- Wheeler's Point Location within Minnesota Wheeler's Point Location within the United States
- Coordinates: 48°50′16″N 94°41′52″W﻿ / ﻿48.837761°N 94.697709°W
- Country: United States
- State: Minnesota
- County: Lake of the Woods
- Township: Wheeler
- Elevation: 1,070 ft (330 m)
- Time zone: UTC-6 (Central (CST))
- • Summer (DST): UTC-5 (CDT)
- Area code: 218
- GNIS feature ID: 654059

= Wheeler's Point, Minnesota =

Wheeler's Point is an unincorporated community in Wheeler Township, Lake of the Woods County, Minnesota, United States. It is 12 miles north of Baudette.

County Road 8 and Minnesota State Highway 172 are two of the main routes in the community.

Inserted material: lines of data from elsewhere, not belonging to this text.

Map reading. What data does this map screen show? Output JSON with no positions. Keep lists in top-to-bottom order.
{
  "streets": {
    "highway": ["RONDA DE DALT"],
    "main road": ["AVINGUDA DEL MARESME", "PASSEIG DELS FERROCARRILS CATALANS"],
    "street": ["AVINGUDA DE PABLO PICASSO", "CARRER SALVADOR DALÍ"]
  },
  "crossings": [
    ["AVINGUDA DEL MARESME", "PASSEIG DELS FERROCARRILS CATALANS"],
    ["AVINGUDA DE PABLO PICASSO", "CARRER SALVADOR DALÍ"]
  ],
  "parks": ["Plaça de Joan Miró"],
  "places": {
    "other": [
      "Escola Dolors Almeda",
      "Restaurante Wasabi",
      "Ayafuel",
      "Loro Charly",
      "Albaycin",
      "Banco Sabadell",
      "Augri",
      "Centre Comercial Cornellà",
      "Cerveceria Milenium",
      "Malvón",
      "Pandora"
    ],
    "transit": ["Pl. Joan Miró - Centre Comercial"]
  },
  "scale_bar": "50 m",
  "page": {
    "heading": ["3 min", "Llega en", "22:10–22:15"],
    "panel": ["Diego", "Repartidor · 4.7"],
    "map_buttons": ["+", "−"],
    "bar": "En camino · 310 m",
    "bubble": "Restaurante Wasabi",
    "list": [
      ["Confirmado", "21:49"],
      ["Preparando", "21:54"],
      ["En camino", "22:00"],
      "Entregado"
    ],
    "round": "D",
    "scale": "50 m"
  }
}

Wheeler's Point is located at the Four Mile Bay at the southern end of the Lake of the Woods. The entry to the Rainy River is also at this point.

The community of Hackett and Zippel Bay State Park are also nearby.

== History ==
In 1885, its first settler, Alonzo Wheeler settled in the area of the current village. By the 1890s more people started to follow Wheeler's steps and also settled in the area.

Wheeler's Point had its economic and importance peak by the 1920s when the entire lake of the woods county's tourist industry boom led to the creation of various resorts in the area. The Kilmek family, seeing an opportunity, opened the very first resort in Wheeler's point.